Musicals and Music Halls

posted in: What's On | 0

Music hall is a typically British theatrical entertainment that was popular from the early Victorian era until the 1960s and involved a mixture of popular songs, comedy, speciality acts, and variety entertainment, Originating in public houses during the 1830s, music hall entertainment became increasingly popular with audiences, so much so that specialised music hall theatres were designed to allow people to have an evening out consuming food and alcohol and smoking tobacco in the auditorium while the entertainment took place.

All forms of entertainment were performed: male and female impersonators, mime artists and impressionists, trampoline acts, and comic pianists. The music hall gave rise to major stars such as Marie Lloyd, George Formby, Gracie Fields , Max Miller and Flanagan and Allen. During the First World War music hall played its part by staging charity events in aid of the war effort.

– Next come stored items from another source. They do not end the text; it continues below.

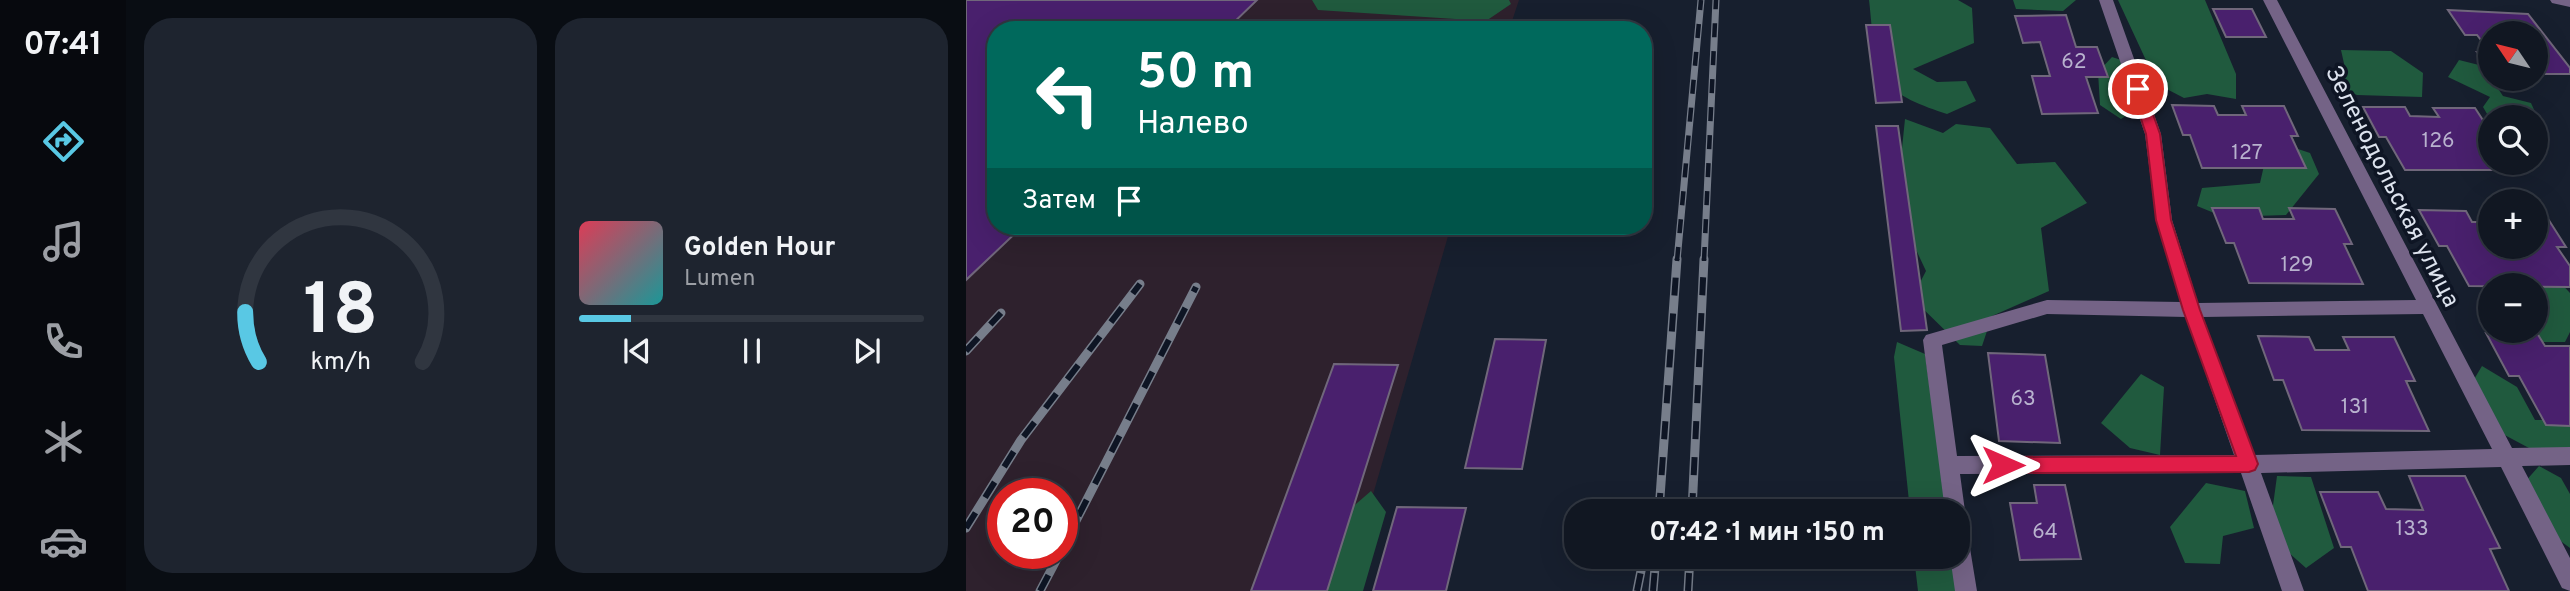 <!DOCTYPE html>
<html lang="ru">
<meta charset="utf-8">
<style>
:root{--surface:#111722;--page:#1e242f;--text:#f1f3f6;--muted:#9c9fa5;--line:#303640;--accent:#59c8e4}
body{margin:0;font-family:Overpass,sans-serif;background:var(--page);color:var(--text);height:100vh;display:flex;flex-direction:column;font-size:26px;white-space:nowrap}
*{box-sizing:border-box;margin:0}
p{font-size:23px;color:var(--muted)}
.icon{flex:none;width:38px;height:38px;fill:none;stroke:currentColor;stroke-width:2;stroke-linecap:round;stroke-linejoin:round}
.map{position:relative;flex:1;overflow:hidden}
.panel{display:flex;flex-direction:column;gap:18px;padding:18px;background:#090d13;width:840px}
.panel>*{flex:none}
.top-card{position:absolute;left:21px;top:21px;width:665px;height:214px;border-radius:28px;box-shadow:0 7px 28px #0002,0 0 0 2px var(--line);background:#00695c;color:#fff;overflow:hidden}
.needle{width:46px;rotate:305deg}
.controls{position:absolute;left:1512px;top:21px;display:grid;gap:14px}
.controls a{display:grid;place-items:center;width:70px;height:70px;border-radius:50%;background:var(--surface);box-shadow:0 7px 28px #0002,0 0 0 2px var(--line);font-size:35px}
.speed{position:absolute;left:21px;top:478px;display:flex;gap:14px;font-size:35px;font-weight:700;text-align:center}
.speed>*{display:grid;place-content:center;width:91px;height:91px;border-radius:50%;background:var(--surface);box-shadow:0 7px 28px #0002,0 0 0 2px var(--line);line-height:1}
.speed .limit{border:10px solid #d22;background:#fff;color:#111}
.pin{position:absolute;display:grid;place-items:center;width:60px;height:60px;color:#fff;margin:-30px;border:4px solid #fff;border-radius:50%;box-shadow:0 2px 7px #0007}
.me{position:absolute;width:77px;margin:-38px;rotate:90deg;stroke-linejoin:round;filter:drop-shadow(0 0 5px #0008)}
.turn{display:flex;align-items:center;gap:24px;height:147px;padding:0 35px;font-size:32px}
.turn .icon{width:91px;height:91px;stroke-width:2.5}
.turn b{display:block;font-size:49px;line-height:60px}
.then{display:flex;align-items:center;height:66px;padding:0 35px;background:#0003;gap:14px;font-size:26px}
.panel .widget{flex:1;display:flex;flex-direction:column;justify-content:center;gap:10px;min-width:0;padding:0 24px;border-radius:28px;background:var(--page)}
.panel .dial{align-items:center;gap:0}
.dial svg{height:182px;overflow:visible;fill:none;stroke:var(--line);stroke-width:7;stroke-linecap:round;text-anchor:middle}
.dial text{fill:var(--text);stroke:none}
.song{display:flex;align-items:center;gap:21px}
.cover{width:84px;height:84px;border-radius:10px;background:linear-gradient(135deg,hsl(350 70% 55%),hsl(180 70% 35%))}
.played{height:7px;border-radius:4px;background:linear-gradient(90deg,var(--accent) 15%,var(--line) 15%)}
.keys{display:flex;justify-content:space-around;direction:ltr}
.panel .tiles{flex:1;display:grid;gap:18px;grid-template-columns:repeat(2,1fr)}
.trip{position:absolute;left:598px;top:499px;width:406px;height:70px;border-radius:28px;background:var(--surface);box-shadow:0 7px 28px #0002,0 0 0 2px var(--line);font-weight:700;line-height:70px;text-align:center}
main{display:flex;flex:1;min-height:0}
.dock{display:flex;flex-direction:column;width:126px;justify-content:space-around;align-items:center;background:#07090e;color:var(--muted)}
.dock .icon{width:49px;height:49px}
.dock .current{color:var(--accent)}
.dock b{font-size:32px;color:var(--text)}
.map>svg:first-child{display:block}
</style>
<main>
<nav class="dock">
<b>07:41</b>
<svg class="icon current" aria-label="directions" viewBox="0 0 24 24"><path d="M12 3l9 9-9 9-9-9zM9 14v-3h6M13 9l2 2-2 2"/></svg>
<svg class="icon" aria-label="music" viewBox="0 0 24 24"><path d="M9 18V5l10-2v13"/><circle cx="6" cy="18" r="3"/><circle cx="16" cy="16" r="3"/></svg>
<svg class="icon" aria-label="phone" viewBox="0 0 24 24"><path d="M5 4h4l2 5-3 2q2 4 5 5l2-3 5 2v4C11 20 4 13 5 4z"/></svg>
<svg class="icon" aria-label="climate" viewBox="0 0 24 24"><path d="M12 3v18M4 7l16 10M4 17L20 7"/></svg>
<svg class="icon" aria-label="car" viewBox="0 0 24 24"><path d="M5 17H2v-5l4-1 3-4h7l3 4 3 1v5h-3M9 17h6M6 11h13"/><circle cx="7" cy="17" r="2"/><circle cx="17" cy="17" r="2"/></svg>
</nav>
<section class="panel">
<div class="tiles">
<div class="widget dial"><svg viewBox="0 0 100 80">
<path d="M14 69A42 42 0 1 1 86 69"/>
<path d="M14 69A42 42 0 0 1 8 47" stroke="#59c8e4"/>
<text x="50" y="56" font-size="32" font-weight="700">18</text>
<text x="50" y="72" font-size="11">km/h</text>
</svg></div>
<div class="widget">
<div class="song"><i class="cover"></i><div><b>Golden Hour</b><p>Lumen</p></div></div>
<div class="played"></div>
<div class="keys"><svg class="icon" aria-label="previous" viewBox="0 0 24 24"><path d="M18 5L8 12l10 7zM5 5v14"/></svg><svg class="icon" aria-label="pause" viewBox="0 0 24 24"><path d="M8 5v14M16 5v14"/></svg><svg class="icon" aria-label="next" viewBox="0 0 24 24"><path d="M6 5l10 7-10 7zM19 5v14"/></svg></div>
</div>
</div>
</section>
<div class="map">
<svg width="1604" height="591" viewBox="0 0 1604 591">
<rect width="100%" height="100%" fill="#171f2e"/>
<!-- industrial -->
<path fill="#2e212d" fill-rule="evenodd" d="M0,0H553L543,30H30V226H485L379,591H0ZM37,494H96V553H37Z"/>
<!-- forest -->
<path fill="#205a3e" d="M346,0H543L545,4L520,21L352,10Z
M903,0H992L1006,8L1008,43L947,69L971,82L1000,81L1010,101L981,114C957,106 930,97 914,76C908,67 905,14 903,0Z
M1047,0H1110L1097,11L1050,9Z
M1152,0H1239L1270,74V99L1241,94L1218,98L1191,84Z
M1375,50L1425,51L1457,73L1456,97L1391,95L1370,86L1363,72L1379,68Z
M1146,57L1161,62L1172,108L1155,119L1134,105L1132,72Z
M1493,60L1517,66L1537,96L1565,103L1574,123L1570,126V117L1524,119L1517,107L1524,97L1482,77Z
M939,119L977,133L990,124L1024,128L1051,164L1089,162L1121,203L1075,228L1083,291L1026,316L1016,346L994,345L946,298L960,271L930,207Z
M1320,145L1344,153L1353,174L1320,215L1258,217L1231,206L1236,188L1294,183L1299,161Z
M1590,278L1604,293V332L1599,342H1563L1547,331H1570V285Z
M931,342L959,354L981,511H944L928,357Z
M1516,366L1551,387L1569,420H1604V451L1563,448L1533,432L1507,381Z
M1175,374L1198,387L1194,455L1164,448L1135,423Z
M1573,466L1595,478L1604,494V548L1589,537L1558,483Z
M1311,476L1345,477L1368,548L1340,568L1303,535Z
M1240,483L1279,491L1288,528L1257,536L1254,564L1219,563L1204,527Z
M405,491L420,512L397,591H343L368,523Z
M948,557H988L993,591H952Z"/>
<!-- building -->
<path fill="#49206d" stroke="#70677b" stroke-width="2" d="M0,0H291L260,30H30V226H57L0,280Z
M1247,9H1286L1300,37H1260Z
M1482,10L1562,14L1604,68V74H1570V33H1524V71L1511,52H1524L1511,35H1499Z
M1100,15L1110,47H1131L1142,77H1120L1132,113L1076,114L1066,76H1084L1074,42L1057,43L1049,16Z
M900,25H924L936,102L910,103Z
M1206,105L1248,106L1252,115H1280L1276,106H1318L1332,136H1325L1340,168H1236L1224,135H1217Z
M1397,107H1439L1444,116L1473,117L1467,108H1509L1524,131V137H1521L1524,142V163H1537L1542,170H1439L1420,137H1413Z
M910,126H932L961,330L935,331Z
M1246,208H1293L1297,219H1328L1323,208L1369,209L1386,244H1378L1397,284L1283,283L1268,243H1260Z
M1453,210L1500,211L1506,222H1524V247H1570V211H1577L1600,247H1591L1604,266V287L1503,286L1481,246H1473Z
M1520,333H1571L1579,346H1604V426L1580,425L1553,376H1543Z
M1292,336L1343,337L1349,350H1383L1377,337H1428L1449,381H1440L1463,431L1336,430L1317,380H1308Z
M529,339L580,340L556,469L499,468Z
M1022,353L1079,355L1094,443L1033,441Z
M368,364L432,365L361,591H285Z
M1443,476H1499L1534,548L1524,549L1543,591H1402L1385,547H1375L1354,492H1412L1420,509L1457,510Z
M1068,485H1099L1115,559L1054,560L1044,503H1071Z
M431,507L500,508L480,591H407Z"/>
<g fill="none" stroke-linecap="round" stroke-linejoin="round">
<!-- minor -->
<path fill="#746386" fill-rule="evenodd" d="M1133,0H1147L1195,134L1206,220L1232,303L1450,300L1297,0H1311L1546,448L1604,447V465L1556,466L1604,558V591L1596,588L1535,467L1295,473L1338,591H1316L1275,473L994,474L999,511L992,520V511H979L957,340L960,335L1081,300L1215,302L1190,220L1179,134ZM1081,314L1220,317L1268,455L991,456L976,345ZM1457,314L1526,449L1288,455L1237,317Z
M1584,0H1604V7L1586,3Z
M992,526L999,529L1002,536L1011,591H989L984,556H992Z"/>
<defs>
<path id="rail-far1" d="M711,261L735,0
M738,261L750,0"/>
<path id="rail" d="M0,351L35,313
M693,511L711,259
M726,511L738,259
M0,528L55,440L174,284
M96,548L230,287
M74,591L94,553
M671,591L678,556
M687,591L690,556
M722,591L724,556"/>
</defs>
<!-- rail-far1 casing -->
<use href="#rail-far1" stroke="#777e8b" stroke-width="7"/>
<!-- rail casing -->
<use href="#rail" stroke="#777e8b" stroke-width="9"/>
<!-- rail-far1 -->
<use href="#rail-far1" stroke="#0e1524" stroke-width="4.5" stroke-dasharray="14" stroke-linecap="butt"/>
<!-- rail -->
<use href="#rail" stroke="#0e1524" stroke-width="6" stroke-dasharray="18" stroke-linecap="butt"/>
</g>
<!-- route -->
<path fill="#e11d48" stroke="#92132f" stroke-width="2" d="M1172,85L1178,89L1194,134L1205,220L1234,310L1292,464L1289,470L1283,472L1037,473L1031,471L1028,465L1031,459L1037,457L1270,456L1217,310L1190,220L1180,134L1165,89Z"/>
<g text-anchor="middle" stroke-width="7" stroke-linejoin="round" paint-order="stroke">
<!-- number labels -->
<g font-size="21" fill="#b8b2ce">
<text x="1108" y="68">62</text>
<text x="1472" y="147">126</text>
<text x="1281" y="159">127</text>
<text x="1331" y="271">129</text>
<text x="1057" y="405">63</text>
<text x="1389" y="413">131</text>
<text x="1446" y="535">133</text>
<text x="1079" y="538">64</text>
</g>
<!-- street labels -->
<g font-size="24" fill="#dde3ee" stroke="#0e1524">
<text transform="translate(1427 186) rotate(63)" y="8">Зеленодольская улица</text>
</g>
</g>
</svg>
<div class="controls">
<a><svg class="needle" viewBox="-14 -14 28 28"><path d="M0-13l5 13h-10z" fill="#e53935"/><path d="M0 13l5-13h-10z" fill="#9c9fa5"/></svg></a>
<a><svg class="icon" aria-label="search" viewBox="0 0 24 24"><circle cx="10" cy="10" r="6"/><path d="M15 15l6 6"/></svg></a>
<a>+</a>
<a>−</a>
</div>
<div class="speed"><div class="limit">20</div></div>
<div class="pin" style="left:1172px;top:89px;background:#d93025"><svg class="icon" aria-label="arrive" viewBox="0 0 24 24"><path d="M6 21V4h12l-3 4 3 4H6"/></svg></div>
<svg class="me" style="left:1037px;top:465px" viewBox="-20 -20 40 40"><path d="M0-17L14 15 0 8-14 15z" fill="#e11d48" stroke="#fff" stroke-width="4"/></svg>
<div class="trip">07:42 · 1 мин · 150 m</div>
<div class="top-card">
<div class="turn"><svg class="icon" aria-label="left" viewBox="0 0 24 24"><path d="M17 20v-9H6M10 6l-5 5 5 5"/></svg><div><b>50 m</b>Налево</div></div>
<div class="then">Затем<svg class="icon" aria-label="arrive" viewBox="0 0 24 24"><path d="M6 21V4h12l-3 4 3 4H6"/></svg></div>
</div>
</div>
</main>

Music hall entertainment continued after the war, but became less popular due to upcoming jazz, swing, and big-band dance music acts. Licensing restrictions had also changed, and drinking was banned from the auditorium. Deemed old-fashioned and with the closure of many halls, music hall entertainment ceased and the modern-day variety began.

In the early 1950s, rock and roll, whose performers initially topped music hall bills, attracted a young audience who had little interest in the music hall acts while driving the older audience away. The final straw was competition from television, which grew very popular after the Queen’s coronation was televised – so much so that in 1957, the playwright John Osborne delivered this elegy

‘The music hall is dying, and with it, a significant part of England. Some of the heart of England has gone; something that once belonged to everyone, for this was truly a folk art.’

However the news of its demise was greatly exaggerated.  The BBC series The Good Old Days, which recreated the music hall for the modern audience was so popular that it ran for thirty years.

But the music hall’s greatest legacy is the art form that it inspired – the musical. On stage and screen classical and modern musicals have hit new heights of popularity and today are a larger part of mainstream entertainment than ever before.  Just look at what’s currently showing in London’s West End now – Phantom of the Opera, Lion King, Wicked, Mamma Mia to name but a few. The longest running Les Miserables has clocked up over 13,000 performances and over 14 million of us a year will go to see a live musical. This shows no sign of abating if we are to judge by the enormous buzz surrounding Hamilton now in London after sell-out success on Broadway.

Musicals have the power to transport as well as entertain you and leave you with a song in your heart and a spring in your step as you head home – much the same perhaps as our Victorian ancestors after an evening at the music hall.

So it seems most fitting that the Blackmore is offering two matinee performances combining the joys of Musicals and Music Halls.  This will include a mixture of a medley of the best of current musicals with an exuberant cast from our Blackmore Youth Theatre, the stars of tomorrow, and the many talents of our adult theatre troupe in a traditional programme of music hall song, dance and variety acts.

Add the chance to dress up if desired and the knowledge that the money raised from both these performances will go towards much needed restoration and improvements for The Blackmore Theatre.

We hope to see as many of you there as possible and look forward to some good old audience participation!